Schematic showing ITER Magnets
Established in February, 2008, the ITER Magnet consortium is led by Cosworth, better known for its integration of mechanical and electronics technologies in the world of high performance motor sport, the company has diversified in recent years to add aerospace and energy generation to its business activities.
Called UK FusionTech, the ITER Magnet consortium comprises Cosworth; Scientific Magnetics - a manufacturer of superconducting magnet systems; the Science and Technology Facilities Council (STFC), a key player for any large superconducting magnet project, which brings expertise of materials in radiation environments, and successful vacuum impregnation of large superconducting magnet structures; the Hyde Group, an engineering manufacturing company made up of three divisions: Tooling, Hyde Aero Products and Engineering; and International Business Wales, which will play an important role in helping to facilitate infrastructure development.
ITER Tokamak Magnets
ITER uses three types of magnet to contain, shape and drive fusion plasma: Poloidal field (PF) coils, toroidal field (TF) coils and the central solenoid.
The TF magnet consists of 18 superconducting D-shaped coils containing a circular conductor, composed of Nb3Sn strands, embedded in grooved radial plates. F4E is responsible for 10 of the TF magnet windings and final assembly of 10 TF coil cases. The remaining 8 TF coils and fabrication of all the toroidal structures is being handled by Japan.
The six poloidal field coils are made using NbTi conductors in double pancakes. The lower PF coils are designed with redundant turns and a margin in current to avoid the need to replace the coils in case of local damage in one of the coil pancakes. F4E is also responsible for the manufacture of 5 out of the 6 PF coils and 12 pre-compression rings.
Cosworth is the UK Magnet consortium's primary representative and has attended technical discussions on the magnets at F4E in Barcelona and met with members of the ITER Magnet team.
“The consortium's name 'UK FusionTech' reflects a fusion of skills and technologies of like-minded companies wishing to win business from big science projects. UKAEA was instrumental in helping us form the consortium, following a meeting at Culham to discuss the ITER Magnets. They have been of great assistance in terms of keeping us informed and arranging meetings with F4E and ITER engineers,” says Jog S. Lall, General Manager & Director at Cosworth’s Northampton facility.

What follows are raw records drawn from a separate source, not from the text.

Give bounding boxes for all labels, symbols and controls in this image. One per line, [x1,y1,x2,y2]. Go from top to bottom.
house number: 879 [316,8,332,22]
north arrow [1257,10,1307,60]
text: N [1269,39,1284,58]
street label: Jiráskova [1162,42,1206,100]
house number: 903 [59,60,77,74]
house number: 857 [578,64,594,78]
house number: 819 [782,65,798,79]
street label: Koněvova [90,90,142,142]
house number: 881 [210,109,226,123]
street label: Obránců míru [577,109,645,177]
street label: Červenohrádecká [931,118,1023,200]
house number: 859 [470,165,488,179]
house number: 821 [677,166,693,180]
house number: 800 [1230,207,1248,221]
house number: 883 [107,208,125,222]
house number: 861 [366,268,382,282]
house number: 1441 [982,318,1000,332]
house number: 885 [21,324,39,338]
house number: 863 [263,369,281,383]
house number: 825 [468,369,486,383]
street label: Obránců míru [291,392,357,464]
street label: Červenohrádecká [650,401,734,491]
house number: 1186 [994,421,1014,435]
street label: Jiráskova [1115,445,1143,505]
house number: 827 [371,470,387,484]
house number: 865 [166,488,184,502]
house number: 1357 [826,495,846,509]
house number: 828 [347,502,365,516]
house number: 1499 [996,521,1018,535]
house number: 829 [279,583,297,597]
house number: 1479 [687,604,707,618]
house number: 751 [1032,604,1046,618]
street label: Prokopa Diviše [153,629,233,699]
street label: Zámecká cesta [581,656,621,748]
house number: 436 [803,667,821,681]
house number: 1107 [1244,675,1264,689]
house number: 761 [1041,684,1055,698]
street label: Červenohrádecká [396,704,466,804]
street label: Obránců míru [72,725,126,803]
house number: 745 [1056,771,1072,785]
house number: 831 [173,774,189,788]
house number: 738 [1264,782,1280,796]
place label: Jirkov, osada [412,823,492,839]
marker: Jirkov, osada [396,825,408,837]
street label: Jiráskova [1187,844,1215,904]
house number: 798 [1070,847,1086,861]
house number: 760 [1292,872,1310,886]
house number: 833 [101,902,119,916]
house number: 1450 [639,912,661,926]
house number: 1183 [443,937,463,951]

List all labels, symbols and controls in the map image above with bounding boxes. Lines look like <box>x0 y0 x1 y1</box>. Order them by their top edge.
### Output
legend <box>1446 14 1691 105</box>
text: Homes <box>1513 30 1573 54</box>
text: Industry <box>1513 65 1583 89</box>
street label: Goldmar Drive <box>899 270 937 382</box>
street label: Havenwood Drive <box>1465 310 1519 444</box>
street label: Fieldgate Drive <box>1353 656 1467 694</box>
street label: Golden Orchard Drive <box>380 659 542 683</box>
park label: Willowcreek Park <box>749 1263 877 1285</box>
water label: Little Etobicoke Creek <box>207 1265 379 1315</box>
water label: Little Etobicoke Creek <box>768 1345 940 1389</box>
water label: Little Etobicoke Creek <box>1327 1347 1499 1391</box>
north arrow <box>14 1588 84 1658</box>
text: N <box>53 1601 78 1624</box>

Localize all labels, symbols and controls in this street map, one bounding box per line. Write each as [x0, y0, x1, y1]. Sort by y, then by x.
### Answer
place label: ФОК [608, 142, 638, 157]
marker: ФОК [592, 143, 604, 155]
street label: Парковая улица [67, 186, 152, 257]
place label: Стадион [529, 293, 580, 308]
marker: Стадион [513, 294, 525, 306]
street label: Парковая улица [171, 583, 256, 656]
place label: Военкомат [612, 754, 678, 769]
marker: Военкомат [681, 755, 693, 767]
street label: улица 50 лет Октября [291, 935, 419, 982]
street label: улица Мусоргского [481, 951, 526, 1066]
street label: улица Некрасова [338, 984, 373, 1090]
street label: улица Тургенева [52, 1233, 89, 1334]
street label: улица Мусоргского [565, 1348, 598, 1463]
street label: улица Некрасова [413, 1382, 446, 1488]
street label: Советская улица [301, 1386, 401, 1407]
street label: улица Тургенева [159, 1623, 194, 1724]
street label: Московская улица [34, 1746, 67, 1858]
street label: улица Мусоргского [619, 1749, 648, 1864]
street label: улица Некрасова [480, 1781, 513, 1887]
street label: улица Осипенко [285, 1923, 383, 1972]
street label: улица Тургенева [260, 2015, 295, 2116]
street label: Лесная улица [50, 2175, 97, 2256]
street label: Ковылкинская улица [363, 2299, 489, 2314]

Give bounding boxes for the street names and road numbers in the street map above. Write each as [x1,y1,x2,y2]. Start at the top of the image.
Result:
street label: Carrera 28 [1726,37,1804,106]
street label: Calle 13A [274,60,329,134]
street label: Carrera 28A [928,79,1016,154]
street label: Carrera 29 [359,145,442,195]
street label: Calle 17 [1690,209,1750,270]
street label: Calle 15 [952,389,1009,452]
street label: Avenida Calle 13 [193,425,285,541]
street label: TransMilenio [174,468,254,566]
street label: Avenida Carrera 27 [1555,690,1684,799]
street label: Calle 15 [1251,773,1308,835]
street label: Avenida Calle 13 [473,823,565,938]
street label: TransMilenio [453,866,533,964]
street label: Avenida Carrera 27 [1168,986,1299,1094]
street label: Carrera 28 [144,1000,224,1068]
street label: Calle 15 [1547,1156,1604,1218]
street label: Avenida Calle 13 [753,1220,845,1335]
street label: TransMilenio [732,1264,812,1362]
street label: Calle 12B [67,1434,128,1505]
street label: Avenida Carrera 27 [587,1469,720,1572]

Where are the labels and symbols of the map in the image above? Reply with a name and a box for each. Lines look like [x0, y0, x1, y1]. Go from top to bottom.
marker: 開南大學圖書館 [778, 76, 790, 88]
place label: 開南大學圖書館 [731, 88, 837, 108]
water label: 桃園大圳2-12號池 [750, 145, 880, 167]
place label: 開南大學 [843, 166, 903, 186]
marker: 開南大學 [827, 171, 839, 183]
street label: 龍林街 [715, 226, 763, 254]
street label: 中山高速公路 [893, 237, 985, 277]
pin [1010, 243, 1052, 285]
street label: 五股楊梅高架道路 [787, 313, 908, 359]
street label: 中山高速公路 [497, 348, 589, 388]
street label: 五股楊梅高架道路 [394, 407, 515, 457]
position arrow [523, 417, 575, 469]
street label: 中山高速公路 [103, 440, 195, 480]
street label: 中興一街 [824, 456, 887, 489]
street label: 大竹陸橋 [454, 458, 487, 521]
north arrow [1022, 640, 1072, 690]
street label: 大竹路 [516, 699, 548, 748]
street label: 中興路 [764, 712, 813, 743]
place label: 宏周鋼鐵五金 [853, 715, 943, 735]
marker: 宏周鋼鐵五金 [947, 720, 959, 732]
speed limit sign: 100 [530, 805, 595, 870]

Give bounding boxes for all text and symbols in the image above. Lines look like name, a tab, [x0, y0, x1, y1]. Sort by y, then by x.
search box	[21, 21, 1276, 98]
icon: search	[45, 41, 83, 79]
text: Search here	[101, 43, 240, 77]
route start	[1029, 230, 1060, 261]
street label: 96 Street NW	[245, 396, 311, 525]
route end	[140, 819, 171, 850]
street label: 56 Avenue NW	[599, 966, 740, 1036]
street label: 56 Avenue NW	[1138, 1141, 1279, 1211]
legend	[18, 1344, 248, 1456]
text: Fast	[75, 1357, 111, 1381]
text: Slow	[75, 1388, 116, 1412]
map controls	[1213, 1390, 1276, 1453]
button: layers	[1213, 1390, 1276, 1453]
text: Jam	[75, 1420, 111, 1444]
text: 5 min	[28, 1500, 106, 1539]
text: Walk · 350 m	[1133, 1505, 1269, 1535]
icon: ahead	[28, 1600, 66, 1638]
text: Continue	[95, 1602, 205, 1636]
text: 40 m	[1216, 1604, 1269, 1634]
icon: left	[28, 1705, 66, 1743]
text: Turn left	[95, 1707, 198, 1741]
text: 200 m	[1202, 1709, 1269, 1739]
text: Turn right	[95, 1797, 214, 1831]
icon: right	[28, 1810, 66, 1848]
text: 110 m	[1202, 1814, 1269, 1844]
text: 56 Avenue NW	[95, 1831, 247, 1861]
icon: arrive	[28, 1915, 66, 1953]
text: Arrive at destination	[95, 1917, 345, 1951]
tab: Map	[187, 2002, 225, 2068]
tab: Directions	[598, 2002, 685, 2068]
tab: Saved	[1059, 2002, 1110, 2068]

Technically the most challenging part of the ITER magnet project is that no one has ever made magnets to this scale. Jog Lall again, “Whoever is successful in winning the ITER Magnet procurement will face a large capital investment programme in tooling, jigs and heat treatment amongst other things, to manufacture the magnets. Given the opportunity, we are confident that we will be able to deliver the European elements of the ITER Magnet project. Watch this space!”
At the beginning of February Cadarache, representatives from the ITER Organization, the Russian and the European Domestic Agencies, and external experts met to review the ITER Poloidal Field (PF) Coil design. The overall conclusion of the three-day review chaired by Michel Huguet was that the PF Coil design is sound and forms an acceptable basis for the issue of the Procurement Arrangement which is expected to be signed in April 2009.
"The schedule is tight", said Gary Johnson, Deputy Director General, Head of the ITER Tokamak Department in his opening remarks. "The ITER magnets are on the critical path and this meeting is an important milestone towards starting the fabrication."